Question

I have a Rails app implementing a game, so it's expected that a player will leave a browser open at the game page. When player Alan takes an action himself, I use AJAX requests to update the game page Alan is viewing to reflect the new state. However, when another player (Bob) takes an action, I don't have (or want) a mechanism to push the change to Alan's view.

I would like Alan's page to periodically poll the Rails server to find if there have been any changes since last reload, and to reload the page (either via a whole-page GET or an AJAX call) if not. In order to play nicely with caches and proxies, I'd like to do this by issuing a periodic HTTP HEAD request, get Rails to work out the timestamp of the last change (trivially available from my DB) and respond with that in the Last-Modified header; then have the client-side act on that timestamp.

How can I go about doing this?

Was it helpful?

Solution

A lot of what you want is built-in to Rails.

Have a look at Conditional GETS in the Rails cache guide.

If you set this up right it all just happens between the browser and the server.

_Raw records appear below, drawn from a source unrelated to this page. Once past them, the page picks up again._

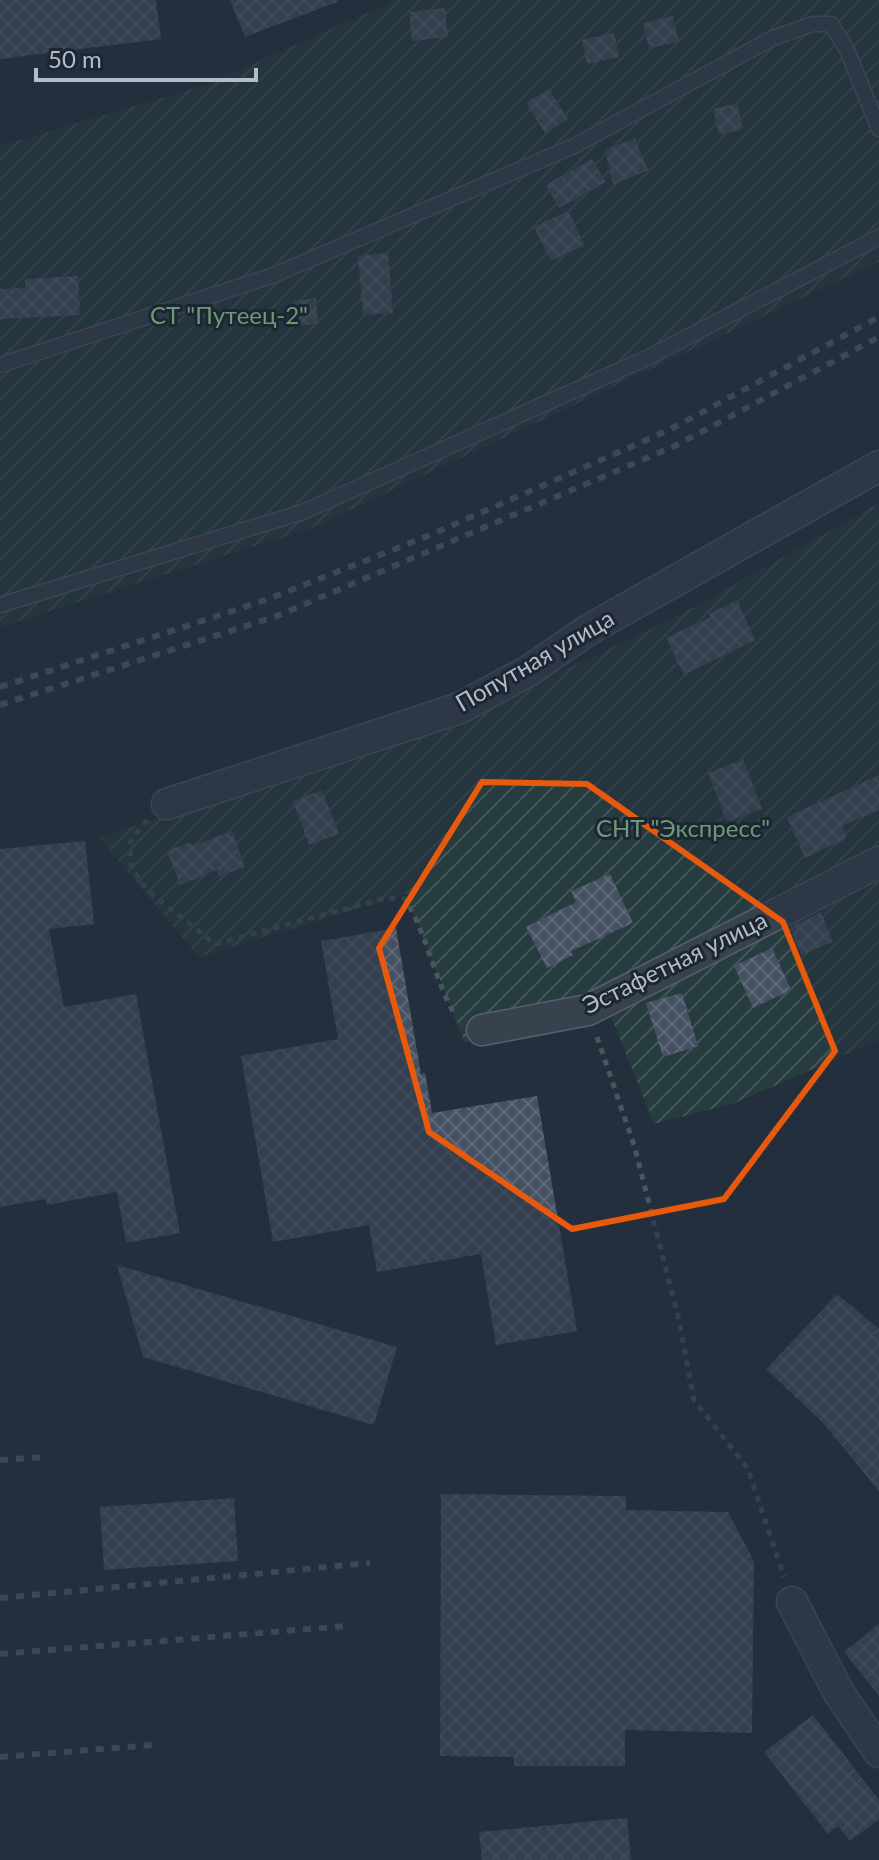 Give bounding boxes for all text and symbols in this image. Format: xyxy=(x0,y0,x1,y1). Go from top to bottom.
scale bar xyxy=(36,32,256,82)
text: 50 m xyxy=(48,44,102,73)
park label: СТ "Путеец-2" xyxy=(150,300,308,329)
street label: Попутная улица xyxy=(450,603,619,717)
park label: СНТ "Экспресс" xyxy=(596,813,770,842)
street label: Эстафетная улица xyxy=(577,904,771,1019)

If you are very keen, you can put a reverse proxy in front of your Rails stack and have a whole extra layer of caching.

OTHER TIPS

I don't have (or want) a mechanism to push the change to Alan's view.

Why don't you want realtime updates to the other players view?

You could achieve this with long polling AJAX requests like ajaxmessaging does (did?) or if Flash is your weapon of choice then Juggernaut could be an option. The nginx_http_push_module also looks really promising. It's fair to say that the whole deal is kind of a mess so let's hope for a surprisingly quick move to HTML5 and its WebSockets.